Ming-Kai Tsai1, Hui-Min David Wang2, Jeng-Chuan Shiang1, I-Hung Chen1, Chih-Chiang Wang1, Ya-Fen Shiao3, Wen-Sheng Liu3, Tai-Jung Lin4, Tsung-Ming Chen5, Ya-Huey Chen6.   

Abstract

Diabetes is a serious global health problem. Large-scale genome-wide association studies identified loci for type 2 diabetes mellitus (T2DM), including adiponectin (ADIPOQ) gene and transcription factor 7-like 2 (TCF7L2), but few studies clarified the effect of genetic polymorphisms of ADIPOQ and TCF7L2 on risk of T2DM. We attempted to elucidate association between T2DM and polymorphic variations of both in Taiwan's Chinese Han population, with our retrospective case-control study genotyping single nucleotide polymorphisms (SNPs) in ADIPOQ and TCF7L2 genes both in 149 T2DM patients and in 139 healthy controls from Taiwan.
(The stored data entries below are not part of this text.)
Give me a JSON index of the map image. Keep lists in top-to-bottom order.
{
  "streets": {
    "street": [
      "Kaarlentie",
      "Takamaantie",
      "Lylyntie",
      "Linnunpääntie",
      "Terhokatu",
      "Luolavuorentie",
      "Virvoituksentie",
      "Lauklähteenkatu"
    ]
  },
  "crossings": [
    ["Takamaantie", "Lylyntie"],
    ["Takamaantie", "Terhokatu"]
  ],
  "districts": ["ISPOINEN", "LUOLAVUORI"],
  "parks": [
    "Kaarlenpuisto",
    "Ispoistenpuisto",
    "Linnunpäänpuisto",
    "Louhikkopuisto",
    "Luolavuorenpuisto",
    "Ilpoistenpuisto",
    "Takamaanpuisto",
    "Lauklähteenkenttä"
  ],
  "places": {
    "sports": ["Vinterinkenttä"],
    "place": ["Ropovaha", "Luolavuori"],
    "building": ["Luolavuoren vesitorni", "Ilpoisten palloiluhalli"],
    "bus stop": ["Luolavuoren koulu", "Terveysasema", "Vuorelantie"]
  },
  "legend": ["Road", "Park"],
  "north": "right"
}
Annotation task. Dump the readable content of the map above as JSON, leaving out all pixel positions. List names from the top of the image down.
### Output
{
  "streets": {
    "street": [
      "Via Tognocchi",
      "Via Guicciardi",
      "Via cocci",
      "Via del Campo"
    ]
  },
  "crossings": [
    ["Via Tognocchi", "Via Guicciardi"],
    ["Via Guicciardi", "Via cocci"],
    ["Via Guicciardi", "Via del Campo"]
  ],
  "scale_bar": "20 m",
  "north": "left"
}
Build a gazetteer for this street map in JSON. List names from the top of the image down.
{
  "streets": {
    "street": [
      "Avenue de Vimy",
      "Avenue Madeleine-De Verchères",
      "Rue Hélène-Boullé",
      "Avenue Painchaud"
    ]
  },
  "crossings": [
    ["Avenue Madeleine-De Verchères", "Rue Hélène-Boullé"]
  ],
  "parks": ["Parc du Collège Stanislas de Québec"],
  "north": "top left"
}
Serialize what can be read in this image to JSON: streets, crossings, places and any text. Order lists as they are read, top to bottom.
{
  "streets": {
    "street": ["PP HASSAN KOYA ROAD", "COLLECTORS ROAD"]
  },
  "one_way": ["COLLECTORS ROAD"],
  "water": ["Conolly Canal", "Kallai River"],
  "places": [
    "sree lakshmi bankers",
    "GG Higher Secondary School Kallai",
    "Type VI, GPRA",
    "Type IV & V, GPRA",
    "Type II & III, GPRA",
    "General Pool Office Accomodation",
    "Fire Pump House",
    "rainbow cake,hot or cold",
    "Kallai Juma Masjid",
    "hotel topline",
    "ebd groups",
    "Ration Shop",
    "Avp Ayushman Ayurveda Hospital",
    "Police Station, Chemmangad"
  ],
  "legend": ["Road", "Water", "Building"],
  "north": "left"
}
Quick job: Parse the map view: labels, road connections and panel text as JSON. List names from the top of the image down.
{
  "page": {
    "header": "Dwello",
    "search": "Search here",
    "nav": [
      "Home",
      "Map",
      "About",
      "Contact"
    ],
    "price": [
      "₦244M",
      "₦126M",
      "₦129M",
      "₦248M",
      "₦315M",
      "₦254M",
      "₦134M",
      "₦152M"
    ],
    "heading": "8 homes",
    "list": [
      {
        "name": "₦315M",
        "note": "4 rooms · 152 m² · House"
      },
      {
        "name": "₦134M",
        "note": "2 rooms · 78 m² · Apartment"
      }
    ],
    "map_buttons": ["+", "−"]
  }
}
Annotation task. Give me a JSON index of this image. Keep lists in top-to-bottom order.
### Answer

Statistical analysis gauged association of these polymorphisms with risk of T2DM to show ADIPOQ rs1501299 polymorphism variations strongly correlated with T2DM risk (P = 0.042), with rs2241766 polymorphism being not associated with T2DM (P = 0.967). However, both polymorphisms rs7903146 and rs12255372 of TCF7L2 were rarely detected in Taiwanese people. This study avers that ADIPOQ rs1501299 polymorphism contributes to risk of T2DM in the Taiwanese population.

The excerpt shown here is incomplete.